Planning and preparation

Engage and explain


Closure; and


Porter explained each portion of the PEACE model and showed attendees clips of real law enforcement interviews utilizing both the Reid Technique and the PEACE method to show the difference in philosophy between the two — as well as the risks in relying on the admission-seeking interview tactics employed in the Reid Technique.

Planning and preparation

“You don’t want to intimidate your suspects, you want to come prepared,” said Porter. “If you come prepared, you’ll earn respect.” Porter also stressed the importance of the physical set up of the interview. Ideally, you should try and make the interview feel as conversational as possible. If you sit across a table from your suspect, you’ve already created a barrier between you and the suspect.

You should also be familiar with every piece of evidence you already have. In the beginning of the interview with a suspect, never disclose all that you already know. Allow them to make statements you know are false so that they won’t be able to justify them later with plausible excuses.

As mentioned earlier, the “good cop, bad cop” model can be popular, but it’s often not advisable. “It’s easier to tell a secret to one person,” said Porter.

Engage and explain

Your demeanor plays a huge role in setting the tone for the interview. Instead of approaching the suspect with hostility, start off with a clear and neutral statement about why you are there and that you hope to gain more information about a situation. Building rapport, albeit however small, helps as well. Humans are naturally inclined to help others if asked. “It’s the principle of reciprocity,” said Porter. “If I say something to you, you say something to me. It’s no different for investigative interviews.”


The account stage is to obtain the interviewee’s full account of the incident. Even if you know they’re lying as they tell you their version of events, you should not confront them. The account stage is most effective if you ask open questions, take a lot of time to listen and strive to approach issues with an empathetic nature. “A lot of the fraudsters you’re investigating are not necessarily bad,” said Porter.
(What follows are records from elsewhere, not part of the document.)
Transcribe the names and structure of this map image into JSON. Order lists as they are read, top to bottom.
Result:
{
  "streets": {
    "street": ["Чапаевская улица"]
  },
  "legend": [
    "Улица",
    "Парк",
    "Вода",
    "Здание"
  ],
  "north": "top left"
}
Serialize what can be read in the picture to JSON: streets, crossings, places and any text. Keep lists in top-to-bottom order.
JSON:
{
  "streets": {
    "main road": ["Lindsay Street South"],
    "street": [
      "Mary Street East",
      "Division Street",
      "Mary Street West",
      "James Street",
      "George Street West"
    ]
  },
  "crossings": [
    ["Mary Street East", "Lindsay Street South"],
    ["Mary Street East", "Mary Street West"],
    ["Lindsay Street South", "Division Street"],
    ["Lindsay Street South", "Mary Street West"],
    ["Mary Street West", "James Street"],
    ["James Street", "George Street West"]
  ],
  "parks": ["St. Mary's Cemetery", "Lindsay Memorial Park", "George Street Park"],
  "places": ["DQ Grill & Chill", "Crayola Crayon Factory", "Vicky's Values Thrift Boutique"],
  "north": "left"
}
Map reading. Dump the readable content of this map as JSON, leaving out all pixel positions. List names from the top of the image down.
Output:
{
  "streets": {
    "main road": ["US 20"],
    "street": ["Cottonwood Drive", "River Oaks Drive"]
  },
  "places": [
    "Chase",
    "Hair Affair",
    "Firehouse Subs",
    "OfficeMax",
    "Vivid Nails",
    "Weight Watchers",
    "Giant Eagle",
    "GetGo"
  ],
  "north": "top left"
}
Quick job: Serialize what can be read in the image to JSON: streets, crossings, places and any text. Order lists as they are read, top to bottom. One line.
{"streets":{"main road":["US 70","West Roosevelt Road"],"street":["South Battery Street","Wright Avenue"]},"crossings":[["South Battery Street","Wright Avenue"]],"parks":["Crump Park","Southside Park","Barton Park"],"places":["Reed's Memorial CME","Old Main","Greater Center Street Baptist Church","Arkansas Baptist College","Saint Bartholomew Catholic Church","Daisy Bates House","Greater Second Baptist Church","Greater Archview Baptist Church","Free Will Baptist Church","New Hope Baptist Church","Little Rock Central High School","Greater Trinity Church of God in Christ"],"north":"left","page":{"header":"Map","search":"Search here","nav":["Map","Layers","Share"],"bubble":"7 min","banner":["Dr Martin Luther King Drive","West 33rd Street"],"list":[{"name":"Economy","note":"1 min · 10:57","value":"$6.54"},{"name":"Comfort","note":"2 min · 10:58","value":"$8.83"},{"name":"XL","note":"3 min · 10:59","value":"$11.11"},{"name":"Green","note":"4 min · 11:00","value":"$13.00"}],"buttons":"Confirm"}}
Remember that this interview method isn’t looking for a confession, but just looking for more information. Keeping that goal in mind, you should allow the suspect to tell you their account of an event as fully as possible without any leading from the interviewer. This is the correct time, however, to introduce key evidence that you have that might contradict what they told you before. A good way to deliver the evidence you have that contradicts their story is to present it as an issue that they can help you understand. For example, “You said you were out to dinner with your wife on that Tuesday night, but I saw video of you on camera in the accounting department floor at 10 p.m. that same day. Can you help me understand why you were there?”

Closure and Evaluation

“Confirm all the details, and at the end of that, you evaluate,” said Porter. “Do I need to interview somebody else? Where do I go from here? What did I learn today?”

Overall, Porter stressed the importance of using evidence and empathy in the most effective interviews.